WHAT TO DO:
Check every line below for the string "Minified". Copy the ones that have it.
• • • •
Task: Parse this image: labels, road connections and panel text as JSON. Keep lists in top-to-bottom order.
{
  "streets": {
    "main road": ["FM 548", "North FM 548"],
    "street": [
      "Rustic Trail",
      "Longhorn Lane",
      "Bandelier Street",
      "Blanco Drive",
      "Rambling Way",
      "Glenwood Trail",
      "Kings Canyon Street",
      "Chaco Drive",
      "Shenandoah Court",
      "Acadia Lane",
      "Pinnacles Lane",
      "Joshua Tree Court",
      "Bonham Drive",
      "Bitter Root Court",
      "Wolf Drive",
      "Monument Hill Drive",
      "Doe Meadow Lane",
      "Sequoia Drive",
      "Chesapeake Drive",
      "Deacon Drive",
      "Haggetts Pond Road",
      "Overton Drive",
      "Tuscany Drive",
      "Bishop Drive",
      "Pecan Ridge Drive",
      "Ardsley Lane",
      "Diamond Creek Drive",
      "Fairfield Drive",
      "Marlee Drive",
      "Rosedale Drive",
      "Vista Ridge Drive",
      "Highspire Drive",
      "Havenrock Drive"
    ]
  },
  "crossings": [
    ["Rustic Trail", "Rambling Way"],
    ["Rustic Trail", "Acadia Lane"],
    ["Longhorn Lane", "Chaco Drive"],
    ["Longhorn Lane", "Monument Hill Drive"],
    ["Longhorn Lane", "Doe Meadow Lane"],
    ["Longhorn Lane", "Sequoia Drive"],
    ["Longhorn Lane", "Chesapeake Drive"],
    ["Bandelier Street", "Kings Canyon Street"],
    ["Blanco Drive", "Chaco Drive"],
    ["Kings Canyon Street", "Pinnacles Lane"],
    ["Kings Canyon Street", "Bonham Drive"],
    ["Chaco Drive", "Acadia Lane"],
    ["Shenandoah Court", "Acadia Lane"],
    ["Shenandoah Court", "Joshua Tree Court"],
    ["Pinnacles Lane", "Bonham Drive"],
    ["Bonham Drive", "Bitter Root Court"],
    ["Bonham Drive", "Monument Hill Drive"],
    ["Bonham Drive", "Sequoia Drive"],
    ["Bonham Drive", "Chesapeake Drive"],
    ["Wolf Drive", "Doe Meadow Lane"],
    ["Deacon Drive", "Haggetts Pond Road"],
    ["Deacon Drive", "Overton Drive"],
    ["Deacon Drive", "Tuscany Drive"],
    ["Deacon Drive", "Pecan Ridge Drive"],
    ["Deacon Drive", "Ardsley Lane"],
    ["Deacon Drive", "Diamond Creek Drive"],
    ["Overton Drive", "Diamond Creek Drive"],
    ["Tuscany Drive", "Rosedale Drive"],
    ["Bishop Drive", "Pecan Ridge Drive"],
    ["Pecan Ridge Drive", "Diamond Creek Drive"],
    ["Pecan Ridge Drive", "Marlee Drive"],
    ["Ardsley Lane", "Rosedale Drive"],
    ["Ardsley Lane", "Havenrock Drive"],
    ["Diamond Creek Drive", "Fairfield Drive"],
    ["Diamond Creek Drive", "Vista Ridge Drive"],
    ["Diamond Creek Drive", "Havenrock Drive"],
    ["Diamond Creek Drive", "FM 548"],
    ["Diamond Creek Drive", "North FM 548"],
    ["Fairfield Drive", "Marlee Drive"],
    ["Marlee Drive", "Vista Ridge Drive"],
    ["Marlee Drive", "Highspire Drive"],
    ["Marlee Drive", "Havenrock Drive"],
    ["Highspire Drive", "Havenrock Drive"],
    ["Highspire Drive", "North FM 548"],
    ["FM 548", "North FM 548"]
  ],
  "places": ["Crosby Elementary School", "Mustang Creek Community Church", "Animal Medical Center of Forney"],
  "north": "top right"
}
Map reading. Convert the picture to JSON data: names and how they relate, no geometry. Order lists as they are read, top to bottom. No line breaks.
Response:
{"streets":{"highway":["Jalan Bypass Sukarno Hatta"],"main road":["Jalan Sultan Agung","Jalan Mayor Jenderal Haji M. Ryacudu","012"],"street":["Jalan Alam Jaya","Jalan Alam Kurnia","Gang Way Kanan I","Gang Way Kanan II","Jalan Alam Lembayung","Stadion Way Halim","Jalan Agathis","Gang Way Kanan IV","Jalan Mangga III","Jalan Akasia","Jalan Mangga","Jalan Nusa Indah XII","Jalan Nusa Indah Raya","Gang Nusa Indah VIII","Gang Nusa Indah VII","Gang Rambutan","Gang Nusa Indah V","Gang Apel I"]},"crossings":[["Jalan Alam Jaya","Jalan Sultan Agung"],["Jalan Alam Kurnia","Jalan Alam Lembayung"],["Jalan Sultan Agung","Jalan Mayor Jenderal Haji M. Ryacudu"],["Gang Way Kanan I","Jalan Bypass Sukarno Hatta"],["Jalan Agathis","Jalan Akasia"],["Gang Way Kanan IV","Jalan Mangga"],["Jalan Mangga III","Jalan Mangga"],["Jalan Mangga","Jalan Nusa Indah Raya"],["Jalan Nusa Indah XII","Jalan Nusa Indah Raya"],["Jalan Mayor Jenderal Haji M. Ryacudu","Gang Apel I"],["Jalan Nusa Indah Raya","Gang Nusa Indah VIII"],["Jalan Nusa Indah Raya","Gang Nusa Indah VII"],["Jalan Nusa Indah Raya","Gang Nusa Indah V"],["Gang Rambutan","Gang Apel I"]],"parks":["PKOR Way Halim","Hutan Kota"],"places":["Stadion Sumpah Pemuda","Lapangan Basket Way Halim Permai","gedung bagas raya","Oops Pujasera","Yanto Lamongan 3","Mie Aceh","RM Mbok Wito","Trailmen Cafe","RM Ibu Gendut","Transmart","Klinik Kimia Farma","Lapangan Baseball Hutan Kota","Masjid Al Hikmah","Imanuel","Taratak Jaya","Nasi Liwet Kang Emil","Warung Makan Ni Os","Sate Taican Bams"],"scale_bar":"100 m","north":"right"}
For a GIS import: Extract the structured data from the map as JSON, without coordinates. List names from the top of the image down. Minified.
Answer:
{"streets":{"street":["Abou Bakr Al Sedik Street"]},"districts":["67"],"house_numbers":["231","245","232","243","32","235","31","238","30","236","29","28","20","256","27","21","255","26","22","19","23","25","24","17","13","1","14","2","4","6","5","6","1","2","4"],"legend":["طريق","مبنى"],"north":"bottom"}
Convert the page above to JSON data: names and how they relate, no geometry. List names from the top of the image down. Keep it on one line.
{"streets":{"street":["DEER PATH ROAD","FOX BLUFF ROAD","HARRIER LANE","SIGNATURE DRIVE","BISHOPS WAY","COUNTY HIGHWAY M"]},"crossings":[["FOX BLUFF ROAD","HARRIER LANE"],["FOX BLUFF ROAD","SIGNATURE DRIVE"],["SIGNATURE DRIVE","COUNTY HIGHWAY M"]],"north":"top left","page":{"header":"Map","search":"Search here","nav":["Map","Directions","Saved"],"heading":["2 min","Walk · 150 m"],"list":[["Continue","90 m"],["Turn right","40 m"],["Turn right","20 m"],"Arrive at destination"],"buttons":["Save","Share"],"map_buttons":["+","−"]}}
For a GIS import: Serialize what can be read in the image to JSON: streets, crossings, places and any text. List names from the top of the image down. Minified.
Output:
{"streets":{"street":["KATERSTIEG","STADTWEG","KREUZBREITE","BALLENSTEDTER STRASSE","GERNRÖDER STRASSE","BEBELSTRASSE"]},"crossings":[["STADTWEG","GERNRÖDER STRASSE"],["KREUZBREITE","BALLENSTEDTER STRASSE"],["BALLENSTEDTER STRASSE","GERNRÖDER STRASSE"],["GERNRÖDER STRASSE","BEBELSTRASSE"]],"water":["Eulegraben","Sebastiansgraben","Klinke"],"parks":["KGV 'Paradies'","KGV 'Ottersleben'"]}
• • • •
COMPLETED TASK:
For a GIS import: Extract the structured data from the map as JSON, without coordinates. List names from the top of the image down. Minified.
For a GIS import: Serialize what can be read in the image to JSON: streets, crossings, places and any text. List names from the top of the image down. Minified.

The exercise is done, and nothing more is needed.